Search code examples
gomime-types

Mime type checking of files uploaded Golang


I am trying to get the mime type of files being uploaded in my server.

The .xlsx and .docx files mime type comes up application/zip. I tried to unzip the file and read the file of type "_rels/.rels". The doubt that I have is while reading this particular file, what should the maximum size that I should leave for the reading the file, and if the Target is "xl/workbook.xml" can I assume it to be of type xlsx?

My code is as below

 file, fileHeader, err := r.FormFile("file")

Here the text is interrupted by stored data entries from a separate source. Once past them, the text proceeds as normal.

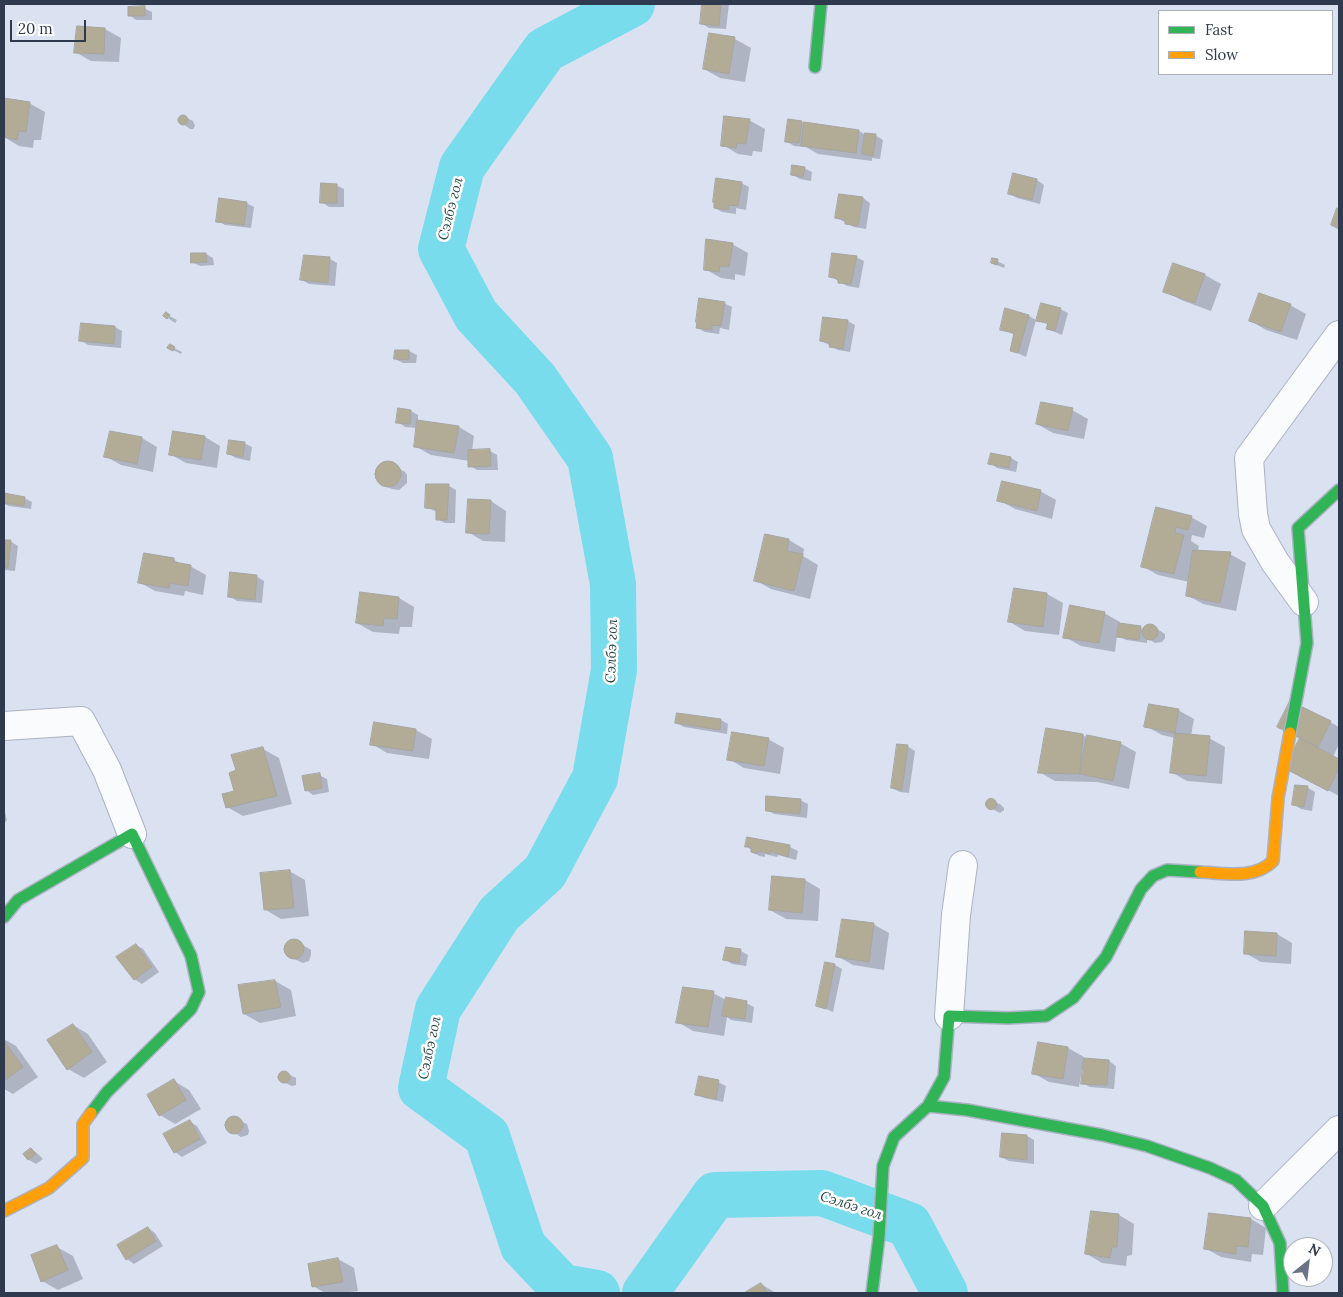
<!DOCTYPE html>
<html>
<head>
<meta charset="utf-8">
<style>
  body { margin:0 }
  #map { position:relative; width:1343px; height:1297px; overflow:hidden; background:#dae2f2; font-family:Lora,serif }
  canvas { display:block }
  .frame { position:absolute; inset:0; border:5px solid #303a4f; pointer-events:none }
  .legend { position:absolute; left:1158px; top:10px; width:175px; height:65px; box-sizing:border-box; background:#fff; border:1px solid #acb0b9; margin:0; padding:6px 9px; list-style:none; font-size:15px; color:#303a4f }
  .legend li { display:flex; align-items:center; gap:10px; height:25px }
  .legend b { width:25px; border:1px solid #acb0b9 }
  .north { position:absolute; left:1283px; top:1237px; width:50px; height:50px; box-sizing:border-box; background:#fff; border:1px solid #acb0b9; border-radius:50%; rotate:29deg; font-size:14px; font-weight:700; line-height:20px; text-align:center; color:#303a4f }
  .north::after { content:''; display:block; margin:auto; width:18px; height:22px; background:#6c7588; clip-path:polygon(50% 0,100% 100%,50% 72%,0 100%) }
  .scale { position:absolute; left:10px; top:20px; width:76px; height:22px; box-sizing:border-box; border:2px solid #303a4f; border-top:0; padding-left:6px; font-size:15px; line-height:18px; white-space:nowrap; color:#303a4f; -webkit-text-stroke:4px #fff; paint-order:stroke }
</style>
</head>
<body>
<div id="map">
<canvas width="1343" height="1297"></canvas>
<div class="frame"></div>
<ul class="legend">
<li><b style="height:6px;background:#30b455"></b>Fast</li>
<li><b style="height:6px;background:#ff9f0a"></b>Slow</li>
</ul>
<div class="north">N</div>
<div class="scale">20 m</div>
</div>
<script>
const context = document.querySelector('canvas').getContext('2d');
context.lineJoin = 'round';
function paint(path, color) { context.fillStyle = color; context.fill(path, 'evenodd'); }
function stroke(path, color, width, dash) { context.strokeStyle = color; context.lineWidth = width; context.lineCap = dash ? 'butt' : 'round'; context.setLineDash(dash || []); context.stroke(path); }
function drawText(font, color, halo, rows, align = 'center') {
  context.font = font + ' Lora,serif'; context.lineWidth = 5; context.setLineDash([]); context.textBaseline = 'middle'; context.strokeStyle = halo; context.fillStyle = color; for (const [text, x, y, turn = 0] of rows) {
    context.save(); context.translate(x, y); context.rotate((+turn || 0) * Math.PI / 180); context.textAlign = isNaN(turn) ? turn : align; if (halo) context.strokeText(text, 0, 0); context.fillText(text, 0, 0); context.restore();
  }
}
paint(new Path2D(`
  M703 4H729L726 29 709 28 701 23Z
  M144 8 152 12V20H136L129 15Z
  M78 27 105 29 121 38 119 62 91 61 75 52Z
  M710 34 735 39 751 48 745 82 720 78 704 69Z
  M4 99 29 103 45 112 41 140H34L33 148 19 146 4 137Z
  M181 117H185L193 121 195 126 193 129H190L179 121Z
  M749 120 765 129 762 152 753 151 752 156 738 154 723 145Z
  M801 122 805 124 859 131 866 135H875L883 140 880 159 872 158V161L818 154 806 147 794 146 786 141Z
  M804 168 812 172 811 181 800 179 793 175Z
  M1014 175 1037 180 1044 185 1040 204 1017 198 1010 194Z
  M741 183 749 187 746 210 736 208V214L722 212 715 208Z
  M336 185 344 189V207H329L322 202Z
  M840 195 863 198 870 203 866 229 854 227 837 218Z
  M246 203 254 207 251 228 225 225 218 221Z
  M732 244 748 253 745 276 735 274V280L721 278 705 269Z
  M206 254 213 258 214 265 200 266 192 262Z
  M856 257 864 261 859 288 847 286 830 276Z
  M330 259 337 263 335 286 309 284 302 280Z
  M993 259 1005 265 1004 268 992 263Z
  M1174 264 1205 275 1221 284 1211 311 1181 300 1165 291Z
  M724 303 732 307 729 330 720 328 719 334 705 332 698 328Z
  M1290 305 1306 314 1297 340 1266 330 1251 321Z
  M1060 309 1068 313 1062 335 1048 329 1049 325 1038 320Z
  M166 314 177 320 175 323 165 316Z
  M1029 316 1036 320 1026 357 1011 350 1015 335 1002 329Z
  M824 318 848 321 855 325 850 352 838 350 822 341Z
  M115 327 122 331 121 348 88 345 80 340Z
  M170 346 182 352 181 354 169 348Z
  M396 351H409L417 355 416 363H403L395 359Z
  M399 409 411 411 418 415V422L459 427 474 436 472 451H490L497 455 498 470H477L470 466V461L431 455 415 446 417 428 405 427 398 422Z
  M1072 410 1088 419 1084 439 1053 433 1037 424Z
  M205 437 220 446 217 468 186 463 170 454Z
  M142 438 157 447 153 472 121 465 105 456Z
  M244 443 252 447 250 461 236 458 229 454Z
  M1011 458 1018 462 1016 472 997 468 990 463Z
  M390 463 405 472 407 475V483L399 490 392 489 383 485 378 480 376 476 377 469 383 464Z
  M449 486 456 490 455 523H445L437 519V512L426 507Z
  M1040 491 1056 500 1052 519 1015 509 999 500Z
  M4 495 24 498 32 502 31 509 9 506 4 504Z
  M491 501 506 511 505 542 483 541 468 532Z
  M1156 508 1191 517 1207 526 1204 538 1192 535 1191 541 1199 546 1198 551 1230 554 1246 563 1236 611 1203 604 1187 595 1189 582 1158 575 1142 566Z
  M789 540 804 549 803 556 818 565 810 599 771 589 755 580Z
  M4 541H10L18 546 15 571 4 570Z
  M173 559 182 565 190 566 206 575 203 595 185 591 184 596 155 591 139 582Z
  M256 576 264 581 262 603 237 601 229 596Z
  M1047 594 1063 603 1059 635 1025 631 1010 622Z
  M399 598 414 607 412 627H400L399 634 373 632 357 623Z
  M1104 613 1120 622 1119 624 1144 629 1147 625H1151L1165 634V638L1162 642 1155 643 1147 638V643L1126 640 1117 635 1115 652 1081 646 1065 637Z
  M1178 710 1194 719 1191 736 1209 738 1225 747 1222 784 1187 781 1171 772 1175 738 1162 735 1146 726Z
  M721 720 728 724 727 734 684 727 676 723Z
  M1330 722 1339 727V744L1333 757 1339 760V796L1302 776 1301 739Z
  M375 724 416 730 432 739 429 759 387 753 372 744Z
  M1083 735 1088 738 1120 743 1136 752 1129 789 1097 782 1055 781 1039 772Z
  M768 739 784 748 780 774 744 768 729 759Z
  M907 746 915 751 909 793 900 792 892 788Z
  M263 749 279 758 292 804 243 816 227 807Z
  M319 775 327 779 329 792 313 795 306 790Z
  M1307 787 1315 792 1312 811 1301 809 1293 804Z
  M800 800 808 804 807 818 774 814 767 810Z
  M989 800 1000 804 1004 808V810L1000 813 988 807 987 805Z
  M4 809 7 820 4 824Z
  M748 838 790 847 798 851 796 860 778 855 777 857 765 854V857L759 856 746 846Z
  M289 871 305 880 309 916 281 919 266 910Z
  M805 880 820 889 818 921 786 919 770 910Z
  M873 924 889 933 884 970 853 965 837 956Z
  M1277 934 1292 943 1291 964 1261 962 1245 953Z
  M295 940 311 950V955L309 961 303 963 290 957 285 949 289 942Z
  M136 945 143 949 159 972 142 984 134 979Z
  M727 949 741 951 748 955 746 966 732 964 725 959Z
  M826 963 835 965 842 969 833 1012 817 1005Z
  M275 981 291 990 296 1016 260 1023 244 1014Z
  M713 993 726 1000 746 1003 754 1007 752 1023 731 1020 727 1017 724 1036 693 1031 678 1022Z
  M73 1025 88 1034 107 1062 84 1078 68 1069Z
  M4 1039 16 1046 38 1077 13 1094 4 1089Z
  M1039 1044 1068 1048 1084 1057 1083 1060 1109 1061 1116 1066 1114 1089 1090 1087 1082 1083 1084 1069H1082L1079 1087 1049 1082 1033 1073Z
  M284 1072 296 1078V1085L292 1086 281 1081 280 1076Z
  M174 1081 189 1090 201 1109 175 1124 160 1115Z
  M718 1082 726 1086 723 1102 704 1098 696 1094Z
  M234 1118 247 1124 249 1131 248 1135 241 1137 227 1128V1123L229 1119Z
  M189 1121 197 1126 207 1143 182 1157 175 1152Z
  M1027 1136 1034 1140V1164L1009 1161 1001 1157Z
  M31 1149 38 1154 43 1159 36 1164 29 1160 24 1154Z
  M1119 1215 1134 1224 1132 1255 1127 1256 1126 1266 1102 1263 1087 1254Z
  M1251 1219 1266 1228 1263 1255 1252 1254 1251 1262 1221 1257 1205 1248Z
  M148 1228 155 1233 163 1246 134 1264 127 1259Z
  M57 1247 73 1256 83 1279 58 1290 42 1281Z
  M338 1259 354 1268 358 1291 341 1293H325L313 1286Z
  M761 1284 776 1293H746Z`), '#0003');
stroke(new Path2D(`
  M597 1293 562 1287 523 1246 487 1136 421 1088 438 1009 499 914 545 872 595 778 614 670 613 584 590 458 535 379 476 315 441 249 462 167 545 50 632 4
  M645 1293 715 1195 822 1193 909 1225 945 1293`), '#78dcec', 46);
const building = new Path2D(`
  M702 4H721L719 26 700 24Z
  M145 6V16H128V7Z
  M77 26 105 28 104 54 74 53Z
  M709 33 735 37 729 74 703 69Z
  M4 98 30 102 26 132 19 131 17 140 4 137Z
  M178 120a5 5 0 1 1 10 0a5 5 0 1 1-10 0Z
  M724 116 750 119 746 144 737 143 736 148 721 146Z
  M788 119 802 121 799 143 785 142Z
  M804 122 859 130 856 153 801 146Z
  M865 133 876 134 873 156 862 154Z
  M792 165 805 167 803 177 791 175Z
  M1013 173 1037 179 1032 200 1008 194Z
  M716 178 742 182 738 206 729 205 728 210 714 208V202H713Z
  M321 183 337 184V203H320Z
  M839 194 863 197 858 226 845 224V220L835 218Z
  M219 198 247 202 244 225 216 222Z
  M1337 208 1339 209V229L1331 225Z
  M706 239 733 243 729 267 720 266 719 272 704 270Z
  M191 253H206L207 262 191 263Z
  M832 253 857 256 851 284 838 283V279L829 277Z
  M304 255 330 257 328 283 300 280Z
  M992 258 998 259 997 265 991 263Z
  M1173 263 1205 274 1195 303 1163 292Z
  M1259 293 1291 304 1281 332 1249 321Z
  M699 298 725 302 721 326 712 325V330L696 328 697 322H696Z
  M1041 303 1061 308 1055 331 1046 329 1048 323 1036 321Z
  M1005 308 1029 315 1018 353 1010 351 1014 333 1000 330Z
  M166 312 170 315 167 319 163 316Z
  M823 317 848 320 843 349 829 347 830 343 820 341Z
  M81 323 115 326 114 344 79 341Z
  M170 344 175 347 173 351 167 348Z
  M395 350H409V360L394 359Z
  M1041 402 1073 408 1068 431 1036 424Z
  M398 408 411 410 410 424 396 423Z
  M417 420 459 426 454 453 414 447Z
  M110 431 142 437 137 464 104 457Z
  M173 431 205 436 201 460 169 455Z
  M229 440 245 442 243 457 227 454Z
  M490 449 491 466 468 467V450Z
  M991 453 1011 457 1009 468 988 464Z
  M375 474a13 13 0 1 1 26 0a13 13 0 1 1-26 0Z
  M1002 481 1041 490 1037 511 997 501Z
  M426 484H449L447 520H436V509L425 508Z
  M4 493 25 497 24 506 4 503Z
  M468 499 491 500 489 534 466 533Z
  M1156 507 1192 516 1188 530 1176 527 1175 533 1184 535 1174 574 1141 567Z
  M765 534 789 539 787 551 803 554 794 591 754 581Z
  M4 540H11L8 568 4 567Z
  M1193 550 1231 552 1220 603 1186 596Z
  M144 553 174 558V562L191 565 188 586 170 583 169 588 138 583Z
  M230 572 257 575 255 600 228 597Z
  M1014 588 1047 593 1043 627 1008 622Z
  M360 592 399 597 397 619 384 618 383 626 356 623Z
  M1070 605 1105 612 1099 643 1063 638Z
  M1119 623 1141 626 1139 640 1117 637Z
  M1142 632a8 8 0 1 1 16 0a8 8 0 1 1-16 0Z
  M1290 701 1331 721 1318 747 1277 727Z
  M1149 704 1179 709 1175 733 1144 727Z
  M677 713 721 719 720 730 675 723Z
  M374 722 416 729 413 751 370 745Z
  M1046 728 1083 734 1080 774 1038 773Z
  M732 732 769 738 764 766 727 760Z
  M1175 733 1210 736 1206 776 1170 773Z
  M1087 735 1121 742 1113 781 1080 774Z
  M1300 738 1339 759V768L1328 791 1284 768Z
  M897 744 908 745 902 790 891 788Z
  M263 747 277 796 226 808 222 794 234 791 229 773 236 770 231 755Z
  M320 773 322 788 305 791 302 776Z
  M1295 785 1308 786 1304 807 1292 805Z
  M766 796 801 799 800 814 766 811Z
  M985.5 804a5.5 5.5 0 1 1 11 0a5.5 5.5 0 1 1-11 0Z
  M747 837 790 845 788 857 771 851 770 854 758 851 757 854 751 852V847H745Z
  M290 870 294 908 264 910 260 873Z
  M772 876 805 879 802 913 769 910Z
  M842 919 874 923 869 962 836 957Z
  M1245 931 1277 933 1276 956 1244 954Z
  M284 949a10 10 0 1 1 20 0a10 10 0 1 1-20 0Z
  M136 944 152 967 134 980 116 957Z
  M726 947 741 949 739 963 723 960Z
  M825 962 835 964 826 1009 816 1006Z
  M275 980 281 1007 243 1014 238 985Z
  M683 987 714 991 708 1027 676 1023Z
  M726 997 747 1001 745 1019 722 1016Z
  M73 1024 92 1052 67 1070 47 1040Z
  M4 1041 23 1067 4 1081Z
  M1038 1042 1068 1047 1063 1079 1032 1074Z
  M1084 1058 1109 1060 1107 1085 1081 1084Z
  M278 1077a6 6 0 1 1 12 0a6 6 0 1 1-12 0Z
  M699 1076 719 1080 716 1099 695 1095Z
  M174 1079 186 1100 159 1116 147 1095Z
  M225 1125a9 9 0 1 1 18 0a9 9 0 1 1-18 0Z
  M190 1120 200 1139 174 1153 163 1134Z
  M1002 1133 1027 1135V1160L1000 1157Z
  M31 1148 36 1154 28 1160 23 1154Z
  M1091 1211 1119 1214 1117 1247H1112L1110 1258 1085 1254Z
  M1209 1213 1251 1218 1248 1247 1236 1246V1254L1204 1249Z
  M148 1227 156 1241 126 1260 117 1245Z
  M57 1245 68 1270 41 1282 31 1255Z
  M338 1258 343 1282 312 1287 308 1264Z
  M761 1283 768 1293H744Z`);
paint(building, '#b2ac96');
stroke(building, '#a5a4a1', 1);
const street = new Path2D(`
  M1304 602 1275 562 1256 529 1253 514 1249 458 1339 335
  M4 726 81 721 107 770 132 834
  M949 1016 956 915 963 865
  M1263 1206 1339 1130`);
const fast = new Path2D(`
  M815 67 821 4
  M1290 733 1307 643 1298 528 1339 490
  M4 917 18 900 132 834 191 956 199 992 191 1009 107 1092 91 1113
  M928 1106 967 1110 1102 1135 1147 1146 1210 1168 1236 1180 1263 1206 1280 1243 1283 1293
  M872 1293 879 1237 883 1166 894 1137 928 1106 944 1077 949 1016 1008 1018 1046 1016 1073 998 1106 957 1141 889 1153 876 1167 870 1200 872`);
const slow = new Path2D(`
  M1200 872C1224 873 1254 880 1273 861L1278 798 1290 733
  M4 1211 49 1188 83 1158V1124L91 1113`);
stroke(street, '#aab2c3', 30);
stroke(fast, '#aab2c3', 14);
stroke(slow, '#aab2c3', 14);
stroke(street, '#f9fbfd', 28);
stroke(fast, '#30b455', 11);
stroke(slow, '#ff9f0a', 11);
drawText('italic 14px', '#284549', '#fff', [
  ["Сэлбэ гол",451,209,-76],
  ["Сэлбэ гол",612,651,-88],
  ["Сэлбэ гол",430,1048,-78],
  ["Сэлбэ гол",851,1206,18]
]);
</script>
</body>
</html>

buffer := make([]byte, 512)
_, err = file.Read(buffer)
if err != nil {
    fmt.Println(err)
}

contentType := http.DetectContentType(buffer)
if contentType == "application/zip" {
    r, err := zip.NewReader(file, fileHeader.Size)
    if err != nil {
        fmt.Println(err)
    }
    for _, zf := range r.File {
        if zf.Name == "_rels/.rels" {
            fmt.Println("rels")
            rc, err := zf.Open()
            if err != nil {
                fmt.Println("Rels errors")
            }
            const BufferSize = 1000
            buffer := make([]byte, BufferSize)
            defer rc.Close()
            bytesread, err := rc.Read(buffer)
            if err != nil {
                if err != io.EOF {
                    fmt.Println(err)
                }
            }

            fmt.Println("bytes read: ", bytesread)
            fmt.Println("bytestream to string: ", string(buffer[:bytesread]))
            fmt.Println(rc)
        }
    }
}


var arr []byte
w.Header().Set("Content-Type", "application/json")
w.Write(arr)

}

the output I get is

<?xml version="1.0" encoding="UTF-8" standalone="yes"?>
<Relationships     xmlns="http://schemas.openxmlformats.org/package/2006/relationships"><Relationship Id="rId3" Type="http://schemas.openxmlformats.org/officeDocument/2006/relationships/extended-properties" Target="docProps/app.xml"/><Relationship Id="rId2" Type="http://schemas.openxmlformats.org/package/2006/relationships/metadata/core-properties" Target="docProps/core.xml"/><Relationship Id="rId1" Type="http://schemas.openxmlformats.org/officeDocument/2006/relationships/officeDocument" Target="xl/workbook.xml"/></Relationships>

Any tips on how to read a .doc or .xls ?


Solution

  • Unfortunately DetectContentType from the http package is rather limited to the mime types it can detect.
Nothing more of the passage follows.